Task to carry out -
Extract each line of the records below that contains the word "Grando".

Stored data -

**********

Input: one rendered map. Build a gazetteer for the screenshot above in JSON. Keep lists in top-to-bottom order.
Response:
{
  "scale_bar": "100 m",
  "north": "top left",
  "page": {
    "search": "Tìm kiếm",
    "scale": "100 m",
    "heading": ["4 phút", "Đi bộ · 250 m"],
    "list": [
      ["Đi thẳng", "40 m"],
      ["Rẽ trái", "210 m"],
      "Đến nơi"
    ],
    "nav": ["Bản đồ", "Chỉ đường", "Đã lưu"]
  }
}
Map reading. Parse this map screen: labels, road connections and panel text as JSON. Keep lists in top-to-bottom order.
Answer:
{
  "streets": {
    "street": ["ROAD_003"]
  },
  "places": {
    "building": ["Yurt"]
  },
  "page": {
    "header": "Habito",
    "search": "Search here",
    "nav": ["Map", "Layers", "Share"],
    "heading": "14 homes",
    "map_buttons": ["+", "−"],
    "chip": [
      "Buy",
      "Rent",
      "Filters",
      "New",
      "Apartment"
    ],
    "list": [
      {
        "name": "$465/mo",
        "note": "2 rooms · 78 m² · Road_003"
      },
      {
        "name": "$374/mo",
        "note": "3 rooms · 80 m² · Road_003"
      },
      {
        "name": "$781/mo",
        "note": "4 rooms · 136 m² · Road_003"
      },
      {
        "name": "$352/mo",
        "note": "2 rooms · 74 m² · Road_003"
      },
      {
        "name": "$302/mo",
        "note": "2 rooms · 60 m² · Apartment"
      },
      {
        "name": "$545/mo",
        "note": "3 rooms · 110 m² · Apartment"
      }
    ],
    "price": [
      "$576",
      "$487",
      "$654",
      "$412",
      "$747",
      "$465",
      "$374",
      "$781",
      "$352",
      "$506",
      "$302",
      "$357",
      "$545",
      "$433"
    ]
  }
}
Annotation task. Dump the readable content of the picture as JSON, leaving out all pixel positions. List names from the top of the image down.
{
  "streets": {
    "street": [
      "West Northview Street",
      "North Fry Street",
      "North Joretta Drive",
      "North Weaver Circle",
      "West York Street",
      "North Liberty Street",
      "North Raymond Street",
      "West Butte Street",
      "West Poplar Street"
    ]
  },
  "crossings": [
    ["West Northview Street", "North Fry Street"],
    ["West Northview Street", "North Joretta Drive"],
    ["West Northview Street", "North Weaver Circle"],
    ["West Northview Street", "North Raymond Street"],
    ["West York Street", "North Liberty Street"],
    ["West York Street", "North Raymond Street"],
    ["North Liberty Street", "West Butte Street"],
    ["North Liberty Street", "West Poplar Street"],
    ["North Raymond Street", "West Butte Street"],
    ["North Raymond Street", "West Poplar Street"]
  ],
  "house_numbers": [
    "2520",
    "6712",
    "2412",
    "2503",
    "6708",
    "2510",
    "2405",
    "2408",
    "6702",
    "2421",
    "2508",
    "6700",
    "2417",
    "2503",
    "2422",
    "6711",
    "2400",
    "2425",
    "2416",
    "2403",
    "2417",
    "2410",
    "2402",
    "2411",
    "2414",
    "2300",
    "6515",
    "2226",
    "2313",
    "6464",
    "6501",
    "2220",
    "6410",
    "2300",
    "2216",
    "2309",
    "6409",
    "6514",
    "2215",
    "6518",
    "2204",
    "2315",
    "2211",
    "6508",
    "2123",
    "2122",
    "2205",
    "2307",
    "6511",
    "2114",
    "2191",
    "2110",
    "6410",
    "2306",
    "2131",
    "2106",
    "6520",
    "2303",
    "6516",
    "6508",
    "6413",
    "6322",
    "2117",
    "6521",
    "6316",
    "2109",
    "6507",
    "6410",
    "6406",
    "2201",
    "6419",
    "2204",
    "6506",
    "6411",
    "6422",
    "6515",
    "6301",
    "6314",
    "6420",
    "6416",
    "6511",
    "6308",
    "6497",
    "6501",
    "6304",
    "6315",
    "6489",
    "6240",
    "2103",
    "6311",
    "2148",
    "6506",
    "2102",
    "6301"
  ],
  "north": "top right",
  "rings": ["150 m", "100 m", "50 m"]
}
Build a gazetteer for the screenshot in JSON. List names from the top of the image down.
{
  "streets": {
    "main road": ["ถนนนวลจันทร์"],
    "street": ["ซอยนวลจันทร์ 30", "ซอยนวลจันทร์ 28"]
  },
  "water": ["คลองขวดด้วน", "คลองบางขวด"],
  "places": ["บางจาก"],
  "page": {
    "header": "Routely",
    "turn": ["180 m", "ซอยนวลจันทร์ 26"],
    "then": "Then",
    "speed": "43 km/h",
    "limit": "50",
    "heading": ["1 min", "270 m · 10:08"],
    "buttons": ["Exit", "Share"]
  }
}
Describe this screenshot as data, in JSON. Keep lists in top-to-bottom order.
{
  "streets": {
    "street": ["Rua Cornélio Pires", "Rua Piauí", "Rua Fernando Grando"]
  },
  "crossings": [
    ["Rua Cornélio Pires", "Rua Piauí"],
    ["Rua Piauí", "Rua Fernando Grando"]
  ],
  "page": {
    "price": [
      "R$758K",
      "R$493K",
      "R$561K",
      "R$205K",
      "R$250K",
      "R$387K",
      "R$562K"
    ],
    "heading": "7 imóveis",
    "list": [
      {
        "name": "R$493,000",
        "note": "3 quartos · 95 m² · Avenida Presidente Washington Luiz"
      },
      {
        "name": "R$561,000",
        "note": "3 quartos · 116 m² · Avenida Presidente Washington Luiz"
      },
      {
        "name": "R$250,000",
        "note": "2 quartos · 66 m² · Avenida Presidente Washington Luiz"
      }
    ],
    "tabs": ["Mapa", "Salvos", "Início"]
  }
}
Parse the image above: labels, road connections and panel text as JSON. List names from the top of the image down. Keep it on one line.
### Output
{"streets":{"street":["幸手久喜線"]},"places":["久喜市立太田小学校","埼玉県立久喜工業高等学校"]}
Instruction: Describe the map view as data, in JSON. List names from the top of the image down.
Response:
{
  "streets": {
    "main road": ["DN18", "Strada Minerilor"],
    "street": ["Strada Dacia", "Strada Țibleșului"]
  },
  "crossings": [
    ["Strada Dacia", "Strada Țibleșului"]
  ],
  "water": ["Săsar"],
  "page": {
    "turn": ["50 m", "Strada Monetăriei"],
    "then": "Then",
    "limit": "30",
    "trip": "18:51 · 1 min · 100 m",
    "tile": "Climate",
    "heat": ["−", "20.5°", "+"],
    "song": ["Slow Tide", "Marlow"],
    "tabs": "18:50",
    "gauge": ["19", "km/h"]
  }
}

**********

Written reply -
    "street": ["Rua Cornélio Pires", "Rua Piauí", "Rua Fernando Grando"]
    ["Rua Piauí", "Rua Fernando Grando"]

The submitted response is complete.